*Input data*
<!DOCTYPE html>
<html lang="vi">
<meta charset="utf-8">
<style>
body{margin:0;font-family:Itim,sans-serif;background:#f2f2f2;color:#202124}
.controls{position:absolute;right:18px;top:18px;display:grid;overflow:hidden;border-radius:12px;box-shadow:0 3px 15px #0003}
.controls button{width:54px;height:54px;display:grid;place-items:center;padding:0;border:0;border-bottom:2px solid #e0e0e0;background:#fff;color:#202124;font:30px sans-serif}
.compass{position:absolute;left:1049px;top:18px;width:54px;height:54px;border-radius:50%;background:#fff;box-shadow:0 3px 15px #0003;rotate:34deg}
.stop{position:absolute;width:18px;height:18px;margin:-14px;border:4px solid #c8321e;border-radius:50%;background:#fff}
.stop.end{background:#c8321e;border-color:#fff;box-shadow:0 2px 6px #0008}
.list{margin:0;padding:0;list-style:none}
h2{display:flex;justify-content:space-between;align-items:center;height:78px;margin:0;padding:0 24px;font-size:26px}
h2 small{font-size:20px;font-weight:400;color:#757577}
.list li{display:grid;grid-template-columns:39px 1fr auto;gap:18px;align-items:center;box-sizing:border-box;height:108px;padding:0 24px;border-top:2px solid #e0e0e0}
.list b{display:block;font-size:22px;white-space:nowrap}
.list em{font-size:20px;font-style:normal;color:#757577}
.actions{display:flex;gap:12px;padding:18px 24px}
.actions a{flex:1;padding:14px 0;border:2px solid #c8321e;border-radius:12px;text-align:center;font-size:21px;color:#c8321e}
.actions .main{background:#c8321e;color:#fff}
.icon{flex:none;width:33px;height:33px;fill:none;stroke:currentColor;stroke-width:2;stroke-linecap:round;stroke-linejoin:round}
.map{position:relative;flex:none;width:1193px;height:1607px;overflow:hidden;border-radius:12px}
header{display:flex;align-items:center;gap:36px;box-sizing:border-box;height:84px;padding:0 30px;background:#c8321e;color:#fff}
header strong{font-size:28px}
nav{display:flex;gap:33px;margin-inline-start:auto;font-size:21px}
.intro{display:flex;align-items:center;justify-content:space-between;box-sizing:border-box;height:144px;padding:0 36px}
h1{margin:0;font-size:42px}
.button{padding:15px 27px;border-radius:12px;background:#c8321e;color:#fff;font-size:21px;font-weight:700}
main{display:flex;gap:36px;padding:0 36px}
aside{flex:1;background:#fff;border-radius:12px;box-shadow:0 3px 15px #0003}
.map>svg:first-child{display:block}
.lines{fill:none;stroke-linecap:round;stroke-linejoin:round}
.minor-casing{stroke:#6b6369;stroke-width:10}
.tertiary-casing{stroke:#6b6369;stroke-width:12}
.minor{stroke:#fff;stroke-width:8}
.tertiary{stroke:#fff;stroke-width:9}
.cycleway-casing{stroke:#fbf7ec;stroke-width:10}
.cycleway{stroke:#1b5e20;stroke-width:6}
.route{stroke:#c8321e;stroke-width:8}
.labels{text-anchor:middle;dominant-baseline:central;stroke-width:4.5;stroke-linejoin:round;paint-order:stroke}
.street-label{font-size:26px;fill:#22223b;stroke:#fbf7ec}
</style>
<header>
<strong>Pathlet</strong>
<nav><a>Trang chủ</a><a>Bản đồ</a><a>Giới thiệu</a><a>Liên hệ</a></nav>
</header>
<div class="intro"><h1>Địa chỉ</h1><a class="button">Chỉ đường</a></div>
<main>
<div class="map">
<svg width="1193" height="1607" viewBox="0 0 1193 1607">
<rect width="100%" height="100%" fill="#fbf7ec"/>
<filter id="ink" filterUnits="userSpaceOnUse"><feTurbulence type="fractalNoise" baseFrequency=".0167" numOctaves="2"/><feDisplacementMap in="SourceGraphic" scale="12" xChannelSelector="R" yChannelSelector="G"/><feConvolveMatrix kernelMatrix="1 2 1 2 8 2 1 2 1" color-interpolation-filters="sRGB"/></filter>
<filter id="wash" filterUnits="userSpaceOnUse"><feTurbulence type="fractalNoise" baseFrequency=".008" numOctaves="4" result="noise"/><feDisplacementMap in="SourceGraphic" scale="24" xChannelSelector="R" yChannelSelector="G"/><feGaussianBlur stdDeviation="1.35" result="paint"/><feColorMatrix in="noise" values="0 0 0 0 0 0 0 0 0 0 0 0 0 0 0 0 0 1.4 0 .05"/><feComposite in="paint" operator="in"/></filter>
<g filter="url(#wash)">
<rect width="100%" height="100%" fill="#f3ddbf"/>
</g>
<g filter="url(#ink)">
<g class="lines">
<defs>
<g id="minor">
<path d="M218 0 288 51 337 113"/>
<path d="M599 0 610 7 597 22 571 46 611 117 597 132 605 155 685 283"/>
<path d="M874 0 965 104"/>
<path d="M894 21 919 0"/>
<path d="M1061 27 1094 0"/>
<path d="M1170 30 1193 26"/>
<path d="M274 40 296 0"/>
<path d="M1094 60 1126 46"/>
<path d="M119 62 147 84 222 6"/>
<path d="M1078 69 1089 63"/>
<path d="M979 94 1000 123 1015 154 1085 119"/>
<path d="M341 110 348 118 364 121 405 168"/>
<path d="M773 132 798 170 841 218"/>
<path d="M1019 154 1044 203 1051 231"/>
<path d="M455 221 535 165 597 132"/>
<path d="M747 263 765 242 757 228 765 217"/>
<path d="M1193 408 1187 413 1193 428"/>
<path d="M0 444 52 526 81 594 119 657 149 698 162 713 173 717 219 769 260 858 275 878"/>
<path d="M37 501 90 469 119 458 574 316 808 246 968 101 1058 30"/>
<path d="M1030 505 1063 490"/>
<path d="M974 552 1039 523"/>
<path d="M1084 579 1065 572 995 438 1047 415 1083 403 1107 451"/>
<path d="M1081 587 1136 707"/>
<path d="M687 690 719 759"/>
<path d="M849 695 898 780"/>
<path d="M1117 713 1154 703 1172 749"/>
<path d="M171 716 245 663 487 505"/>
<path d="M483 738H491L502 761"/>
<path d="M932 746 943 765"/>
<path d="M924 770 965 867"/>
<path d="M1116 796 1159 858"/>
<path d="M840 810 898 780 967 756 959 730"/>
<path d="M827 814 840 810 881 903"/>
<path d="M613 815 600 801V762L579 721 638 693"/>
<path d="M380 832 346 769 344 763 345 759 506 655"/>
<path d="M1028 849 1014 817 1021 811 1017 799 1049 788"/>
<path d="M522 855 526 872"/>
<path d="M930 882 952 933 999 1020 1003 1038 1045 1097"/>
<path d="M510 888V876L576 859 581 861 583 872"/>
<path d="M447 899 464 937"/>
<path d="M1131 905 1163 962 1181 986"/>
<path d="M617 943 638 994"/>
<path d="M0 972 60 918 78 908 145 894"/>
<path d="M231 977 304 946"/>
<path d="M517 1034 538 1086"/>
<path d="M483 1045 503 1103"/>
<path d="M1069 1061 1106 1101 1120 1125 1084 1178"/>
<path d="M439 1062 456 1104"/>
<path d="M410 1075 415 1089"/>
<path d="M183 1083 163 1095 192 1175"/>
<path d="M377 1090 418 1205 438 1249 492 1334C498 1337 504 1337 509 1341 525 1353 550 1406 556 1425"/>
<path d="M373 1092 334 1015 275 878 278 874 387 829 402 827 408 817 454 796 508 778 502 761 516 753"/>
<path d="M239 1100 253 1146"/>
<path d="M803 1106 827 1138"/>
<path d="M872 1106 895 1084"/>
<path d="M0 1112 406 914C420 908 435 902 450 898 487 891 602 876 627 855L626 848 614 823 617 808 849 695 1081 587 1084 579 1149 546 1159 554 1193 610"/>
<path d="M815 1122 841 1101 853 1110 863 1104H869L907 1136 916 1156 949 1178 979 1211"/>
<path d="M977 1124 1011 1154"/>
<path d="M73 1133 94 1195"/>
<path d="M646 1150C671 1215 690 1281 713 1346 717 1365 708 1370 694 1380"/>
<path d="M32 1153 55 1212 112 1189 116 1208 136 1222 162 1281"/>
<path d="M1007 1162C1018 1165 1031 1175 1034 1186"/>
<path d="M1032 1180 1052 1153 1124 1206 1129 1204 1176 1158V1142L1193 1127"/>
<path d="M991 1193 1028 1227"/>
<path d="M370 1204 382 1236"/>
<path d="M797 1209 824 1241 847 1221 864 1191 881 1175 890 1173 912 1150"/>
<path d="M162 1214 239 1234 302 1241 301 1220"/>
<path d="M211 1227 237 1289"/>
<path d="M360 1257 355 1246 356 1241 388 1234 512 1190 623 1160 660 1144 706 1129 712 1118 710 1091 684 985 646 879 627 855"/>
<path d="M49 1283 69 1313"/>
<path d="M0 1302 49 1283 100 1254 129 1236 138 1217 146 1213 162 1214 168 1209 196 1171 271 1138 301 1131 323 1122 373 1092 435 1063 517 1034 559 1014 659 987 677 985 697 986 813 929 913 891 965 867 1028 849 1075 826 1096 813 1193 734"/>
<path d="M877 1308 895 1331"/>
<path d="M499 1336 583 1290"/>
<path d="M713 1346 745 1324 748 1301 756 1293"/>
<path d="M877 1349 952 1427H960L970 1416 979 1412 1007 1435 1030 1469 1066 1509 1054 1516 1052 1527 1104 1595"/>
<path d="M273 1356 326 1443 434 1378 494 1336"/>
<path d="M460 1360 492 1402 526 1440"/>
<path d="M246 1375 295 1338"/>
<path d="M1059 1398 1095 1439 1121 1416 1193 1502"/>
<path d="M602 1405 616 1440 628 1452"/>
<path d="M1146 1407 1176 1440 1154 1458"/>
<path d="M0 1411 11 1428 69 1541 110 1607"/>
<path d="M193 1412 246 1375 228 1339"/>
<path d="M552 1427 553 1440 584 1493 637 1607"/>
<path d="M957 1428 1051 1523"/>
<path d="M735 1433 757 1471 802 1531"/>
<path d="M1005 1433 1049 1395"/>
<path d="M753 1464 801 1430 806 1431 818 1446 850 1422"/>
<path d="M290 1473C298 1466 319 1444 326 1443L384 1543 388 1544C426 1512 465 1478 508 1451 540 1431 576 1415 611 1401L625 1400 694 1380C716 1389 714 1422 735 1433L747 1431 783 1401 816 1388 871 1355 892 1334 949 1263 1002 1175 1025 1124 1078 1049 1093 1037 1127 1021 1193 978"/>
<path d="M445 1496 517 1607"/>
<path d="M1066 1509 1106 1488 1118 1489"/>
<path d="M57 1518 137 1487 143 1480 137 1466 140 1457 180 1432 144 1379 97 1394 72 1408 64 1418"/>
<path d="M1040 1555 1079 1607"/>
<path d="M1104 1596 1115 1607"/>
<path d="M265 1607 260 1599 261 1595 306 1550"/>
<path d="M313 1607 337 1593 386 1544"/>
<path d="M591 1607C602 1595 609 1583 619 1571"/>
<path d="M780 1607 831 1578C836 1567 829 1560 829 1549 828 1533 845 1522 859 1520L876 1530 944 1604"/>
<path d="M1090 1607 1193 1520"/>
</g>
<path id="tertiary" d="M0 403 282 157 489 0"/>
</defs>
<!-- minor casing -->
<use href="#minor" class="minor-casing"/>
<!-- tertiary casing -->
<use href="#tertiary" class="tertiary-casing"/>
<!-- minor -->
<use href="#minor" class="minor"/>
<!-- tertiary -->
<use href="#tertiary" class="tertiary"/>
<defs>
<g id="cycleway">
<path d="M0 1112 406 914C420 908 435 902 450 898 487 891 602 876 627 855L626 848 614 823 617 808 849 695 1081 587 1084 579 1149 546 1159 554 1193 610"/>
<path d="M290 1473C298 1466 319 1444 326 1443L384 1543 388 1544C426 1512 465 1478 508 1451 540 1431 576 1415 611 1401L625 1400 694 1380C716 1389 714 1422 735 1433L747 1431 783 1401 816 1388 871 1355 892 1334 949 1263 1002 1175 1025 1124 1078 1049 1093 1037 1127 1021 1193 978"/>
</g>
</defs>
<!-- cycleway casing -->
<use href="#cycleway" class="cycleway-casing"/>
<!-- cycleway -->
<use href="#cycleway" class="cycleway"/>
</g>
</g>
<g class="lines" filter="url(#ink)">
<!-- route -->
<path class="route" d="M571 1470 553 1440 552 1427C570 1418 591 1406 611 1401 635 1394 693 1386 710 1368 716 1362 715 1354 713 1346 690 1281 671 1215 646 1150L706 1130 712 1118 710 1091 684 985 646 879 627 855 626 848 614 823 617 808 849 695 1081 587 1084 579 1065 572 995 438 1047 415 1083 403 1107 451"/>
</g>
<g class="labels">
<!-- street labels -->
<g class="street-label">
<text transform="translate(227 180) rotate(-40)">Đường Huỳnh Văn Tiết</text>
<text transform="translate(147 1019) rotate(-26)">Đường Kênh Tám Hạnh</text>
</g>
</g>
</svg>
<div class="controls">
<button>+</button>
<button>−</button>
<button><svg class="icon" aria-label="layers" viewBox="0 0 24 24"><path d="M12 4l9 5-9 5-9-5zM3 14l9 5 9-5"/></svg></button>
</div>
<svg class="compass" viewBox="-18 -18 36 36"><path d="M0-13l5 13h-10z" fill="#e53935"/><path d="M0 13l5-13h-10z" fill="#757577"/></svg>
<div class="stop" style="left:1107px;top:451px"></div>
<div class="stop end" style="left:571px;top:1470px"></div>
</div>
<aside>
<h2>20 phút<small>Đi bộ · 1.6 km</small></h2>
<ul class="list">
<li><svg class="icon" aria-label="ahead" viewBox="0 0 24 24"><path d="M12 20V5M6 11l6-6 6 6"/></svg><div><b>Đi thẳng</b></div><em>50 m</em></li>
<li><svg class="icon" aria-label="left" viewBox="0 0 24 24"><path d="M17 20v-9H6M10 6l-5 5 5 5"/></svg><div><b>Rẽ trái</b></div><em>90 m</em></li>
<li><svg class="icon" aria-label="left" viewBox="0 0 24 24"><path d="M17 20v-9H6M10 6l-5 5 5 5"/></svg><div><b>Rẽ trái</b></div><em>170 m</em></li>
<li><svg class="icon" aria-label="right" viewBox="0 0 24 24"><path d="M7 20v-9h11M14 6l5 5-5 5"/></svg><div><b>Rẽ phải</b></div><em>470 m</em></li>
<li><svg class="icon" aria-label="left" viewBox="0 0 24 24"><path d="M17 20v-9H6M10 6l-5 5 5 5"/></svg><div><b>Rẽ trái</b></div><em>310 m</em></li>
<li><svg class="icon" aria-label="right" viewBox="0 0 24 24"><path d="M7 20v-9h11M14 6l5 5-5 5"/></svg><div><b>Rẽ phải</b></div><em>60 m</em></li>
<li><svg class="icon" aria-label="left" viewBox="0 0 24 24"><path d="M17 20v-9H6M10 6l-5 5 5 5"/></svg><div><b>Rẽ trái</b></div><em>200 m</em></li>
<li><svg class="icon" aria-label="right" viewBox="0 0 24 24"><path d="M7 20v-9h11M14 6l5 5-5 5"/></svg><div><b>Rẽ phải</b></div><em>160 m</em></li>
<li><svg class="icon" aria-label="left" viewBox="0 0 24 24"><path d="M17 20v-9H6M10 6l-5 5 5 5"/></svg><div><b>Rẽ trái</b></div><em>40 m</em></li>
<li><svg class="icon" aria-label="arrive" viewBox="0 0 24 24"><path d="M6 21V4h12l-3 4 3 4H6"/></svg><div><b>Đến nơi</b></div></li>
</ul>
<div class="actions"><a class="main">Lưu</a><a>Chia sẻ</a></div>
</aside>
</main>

*Activity*
If a line in the entries above contains "absolute", report it.

*Output for this task*
.controls{position:absolute;right:18px;top:18px;display:grid;overflow:hidden;border-radius:12px;box-shadow:0 3px 15px #0003}
.compass{position:absolute;left:1049px;top:18px;width:54px;height:54px;border-radius:50%;background:#fff;box-shadow:0 3px 15px #0003;rotate:34deg}
.stop{position:absolute;width:18px;height:18px;margin:-14px;border:4px solid #c8321e;border-radius:50%;background:#fff}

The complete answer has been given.